Grief Renewed; Grief Managed

            I think we all remember adolescence as a painful time of life most of us wouldn’t relive for a million bucks.  All the hormonal changes lead to insecurity, while you’re catapulted from middle school to high school.  It’s a time of rejecting our parents, pushing them away, and making them miserable as we struggle to define ourselves separately from them.

            As a psychotherapist, I always thought I could help my children with any mental or emotional difficulty they had.  With my boys, it was true.  I taught them to meditate, helped them change negative thinking patterns and watched them progress until my eldest met a gorgeous girl who got him to try heroin.  That was the beginning of the end for him. It left a hole in my heart that will never go away.

            Teenaged girls are a whole other ball of wax.  My daughter is 13 right now and struggling with some really difficult things, triggered by the isolation of Covid and the governmental decisions that followed it.  It’s horribly difficult to watch her suffer, but another painful piece is that she won’t let me help her.  I’m sure it’s connected to her differentiating from me as her mother, trying to become a big girl separate from me.  But, damn, it’s bad timing.  It leaves me feeling very helpless.  I can help myself but I can’t help her.  I’m a mother.  And I can’t help my daughter.
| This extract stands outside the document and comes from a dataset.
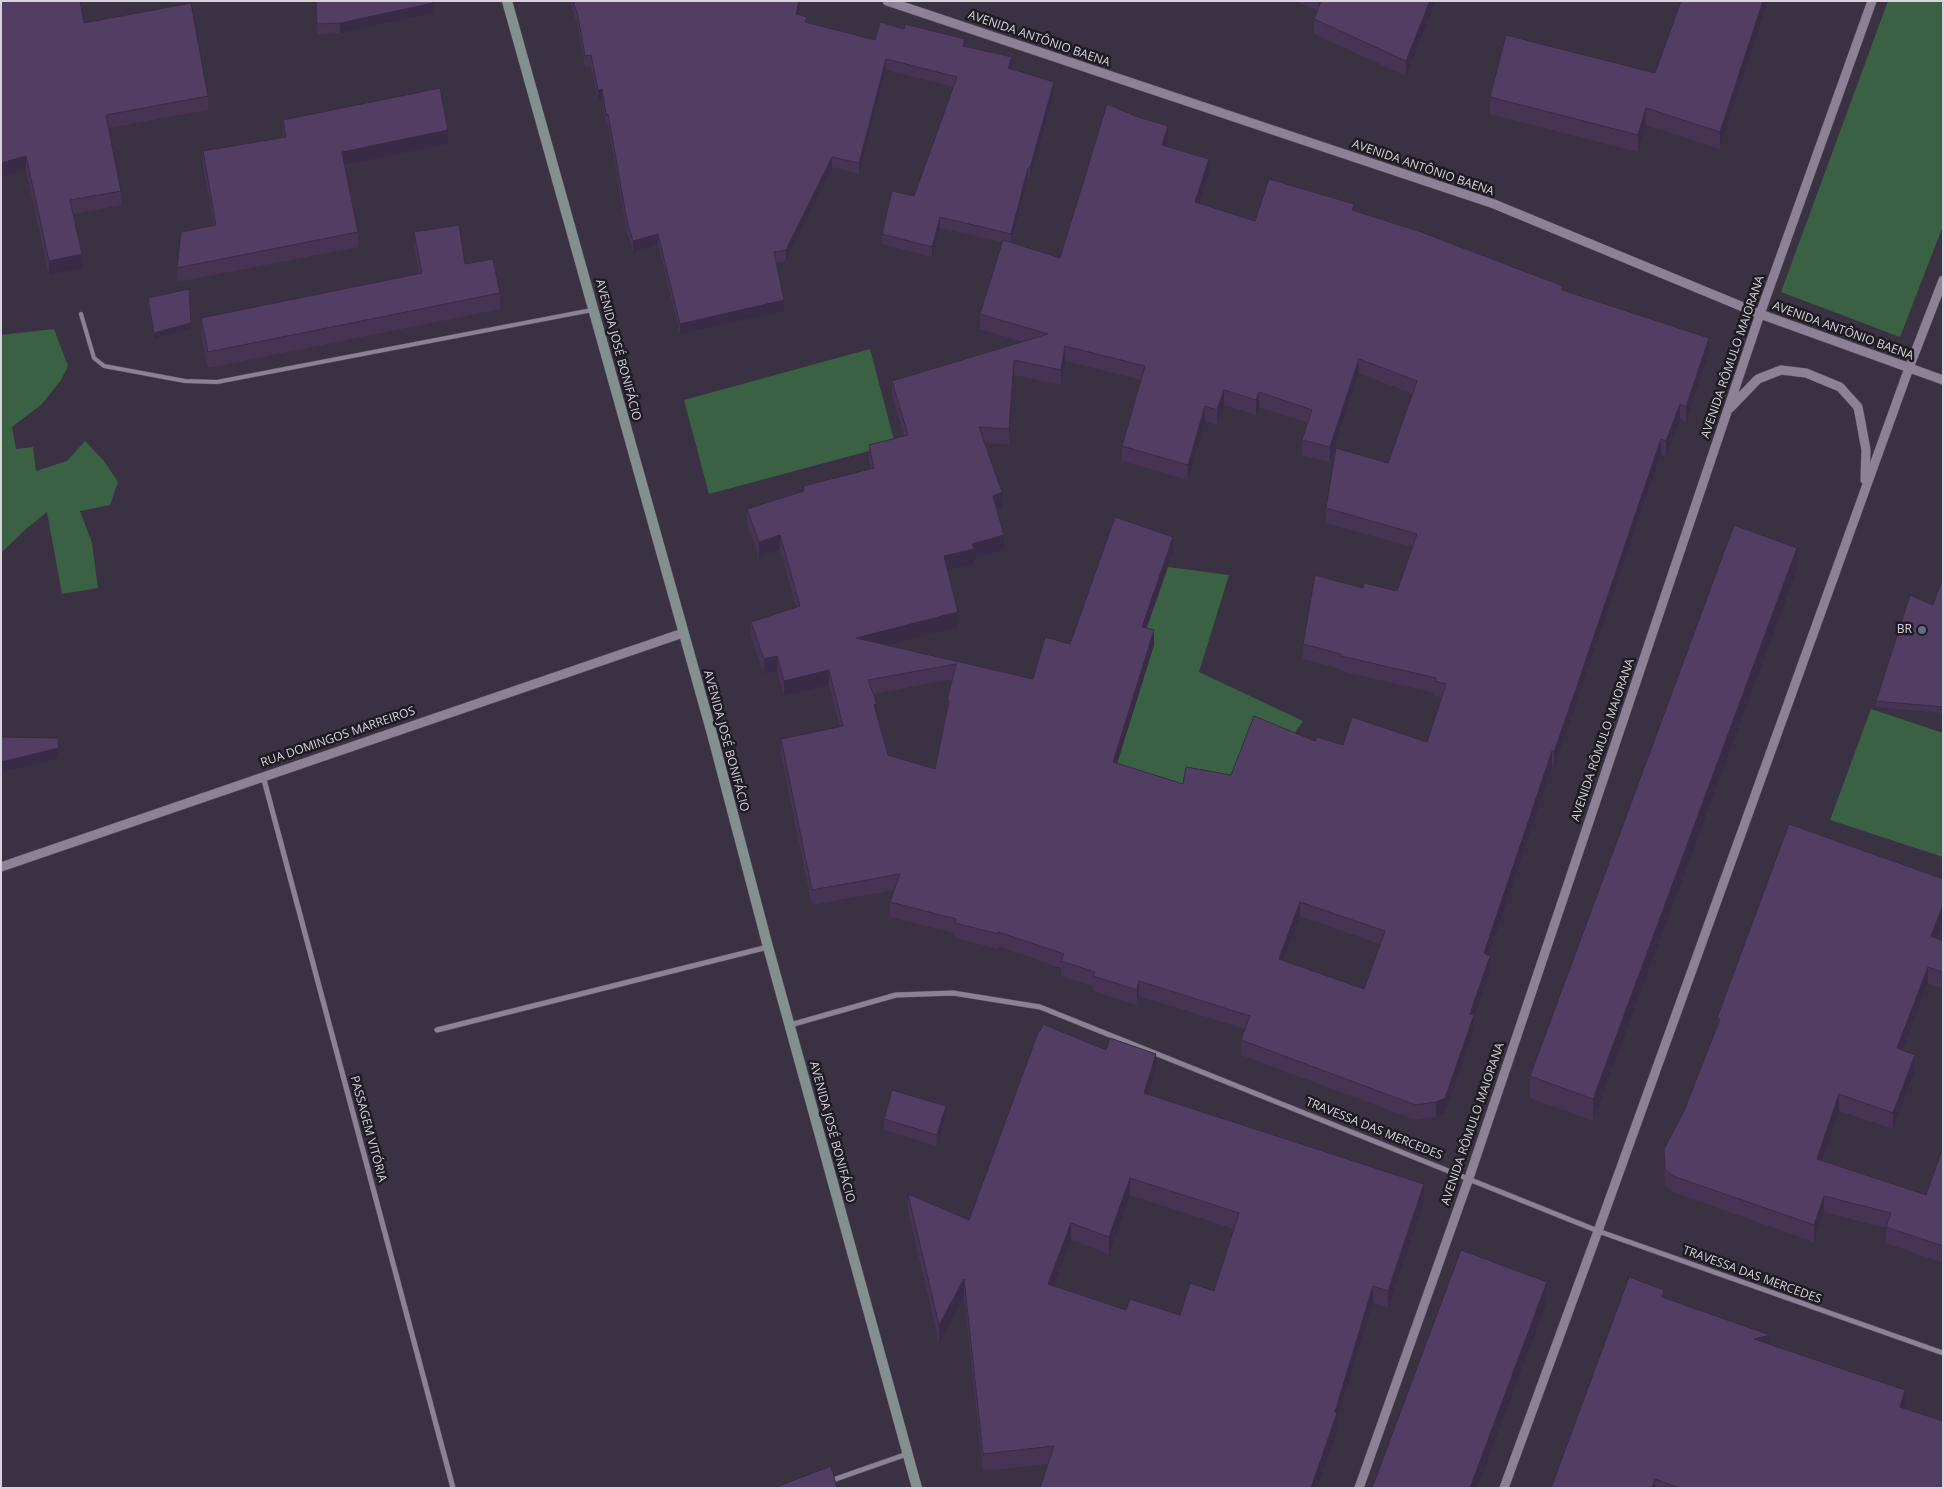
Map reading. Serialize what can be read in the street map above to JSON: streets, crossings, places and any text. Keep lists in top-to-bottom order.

            Grief is multiplied by any new grief that comes up.  It stabs one’s chest, leaving an ache that must be relieved.  It weighs you down, making you tired or causes pains in strange places.  It can make one irritable, restless, or deeply sad.  All of these feelings can be relieved by processing the grief through tears, creativity, meditation, or exercise.  Grief can manifest in a thousand different ways, making us stop ignoring it and start processing it.
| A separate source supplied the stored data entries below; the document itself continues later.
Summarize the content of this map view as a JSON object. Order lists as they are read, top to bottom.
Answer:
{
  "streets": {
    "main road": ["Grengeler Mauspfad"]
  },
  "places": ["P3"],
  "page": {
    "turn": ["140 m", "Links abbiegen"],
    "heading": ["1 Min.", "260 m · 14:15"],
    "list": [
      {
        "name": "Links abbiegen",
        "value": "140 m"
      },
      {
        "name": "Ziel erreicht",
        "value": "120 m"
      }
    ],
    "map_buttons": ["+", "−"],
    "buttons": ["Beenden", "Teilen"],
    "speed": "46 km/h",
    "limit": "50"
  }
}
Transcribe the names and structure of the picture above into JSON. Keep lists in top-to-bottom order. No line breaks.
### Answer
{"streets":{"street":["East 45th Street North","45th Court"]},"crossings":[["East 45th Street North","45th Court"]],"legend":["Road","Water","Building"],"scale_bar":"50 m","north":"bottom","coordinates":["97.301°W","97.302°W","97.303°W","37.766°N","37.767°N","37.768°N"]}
            It brings us full circle.  When in grief, all we can do is help ourselves.  We can socialize with friends, do something creative, meditate, and exercise.  We can work in a garden, hike in the woods, go foraging, and spend time with animals.  We can listen to music, watch the squirrels, admire the leaves falling from the trees.  Today I went foraging for nuts, watched the river pass, and listened to the incredible sound it makes as it moves over rocks.  I trained my puppy, snuggled him, and harvested some of my fall crop that made it through the freeze.  Nature is there for us when others can’t be.